Despite pledge to expand naloxone access, Trump administration proposal would cut overdose prevention programs

The Trump administration has named overdose prevention among its top drug policy priorities, but a preliminary budget proposal that was recently leaked suggests that it would cut about two dozen substance abuse prevention and treatment programs.
In a document published last month by the president’s Office of National Drug Control Policy, the first strategy listed under the first objective reads: “To combat the drug crisis and the opioid epidemic, largely driven by fentanyl, the Administration will expand access to overdose prevention education and life-saving opioid overdose reversal medications like naloxone.”
However, among the potential cuts listed in the budget proposal in April was a program that directly expands access to naloxone: a $56 million annual grant through the Substance Abuse and Mental Health Services Administration, or SAMHSA, that helps distribute kits and trains first responders and others on how to use them.

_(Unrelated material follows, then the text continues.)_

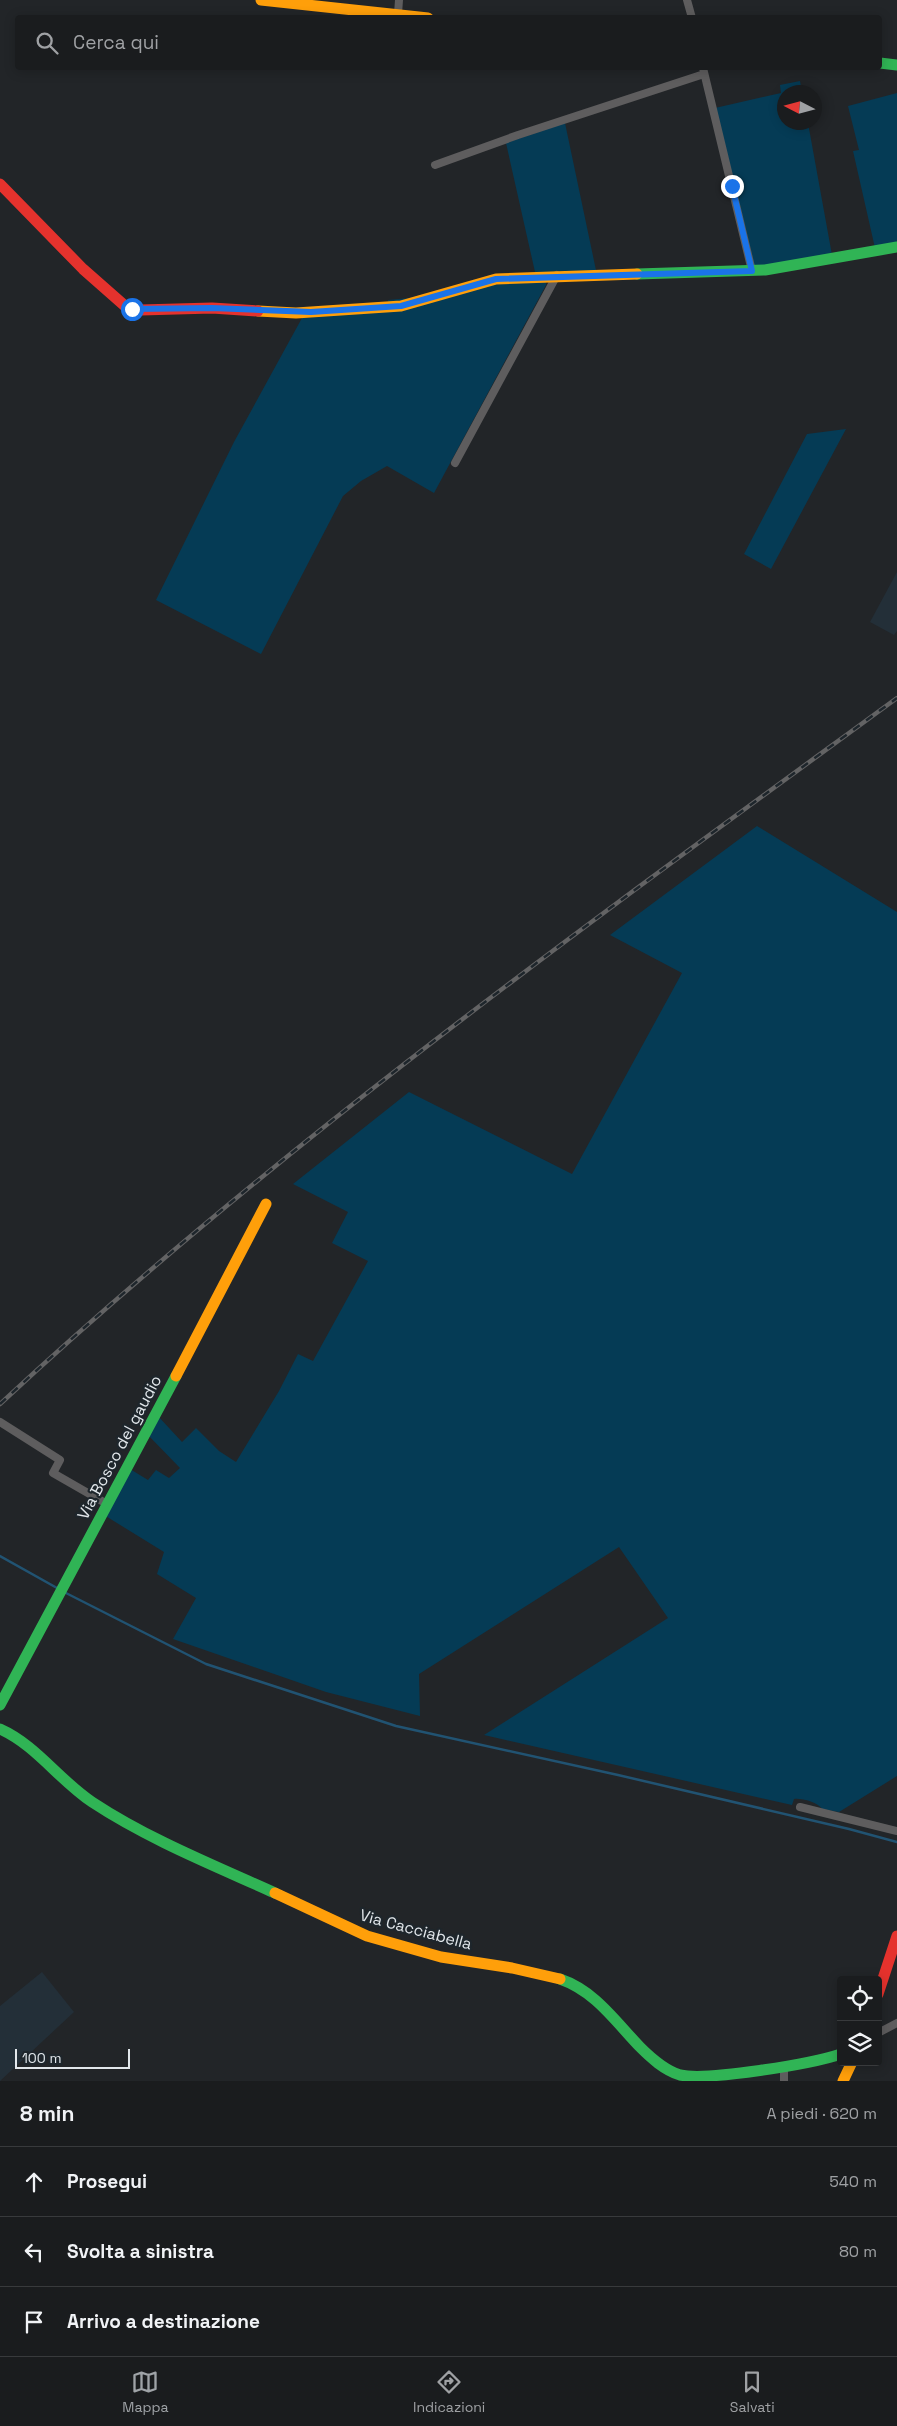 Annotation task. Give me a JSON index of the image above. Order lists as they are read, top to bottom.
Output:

In fiscal year 2023, the First Responders-Comprehensive Addiction and Recovery Act, or FR-CARA, program distributed more than 101,000 opioid overdose reversal medication kits and trained nearly 77,000 people on how to administer them, according to a budget request document from SAMHSA. Plans for fiscal year 2024 raised that goal to distributing 130,000 kits and training tens of thousands more.
Spokespeople from the White House Office of Management and Budget and the US Department of Health and Human Services said that no final decisions have been made about the upcoming fiscal budget, including potential cuts to the naloxone program. A reorganization at HHS will consolidate SAMHSA under the new Administration for a Healthy America, an effort that the agency says is meant to “more efficiently coordinate chronic care and disease prevention programs and harmonize health resources to low-income Americans.”
But advocates worry that the loss of a key part of the strategy to address the overdose epidemic in the US could set progress back.
“The Administration recently renewed the opioid public health emergency but at the same time it’s calling for the elimination of programs that are working to bring down overdose death rates. These actions make the emergency declaration ring hollow and worse still, if the programs are eliminated, will have serious negative impacts on communities nationwide.”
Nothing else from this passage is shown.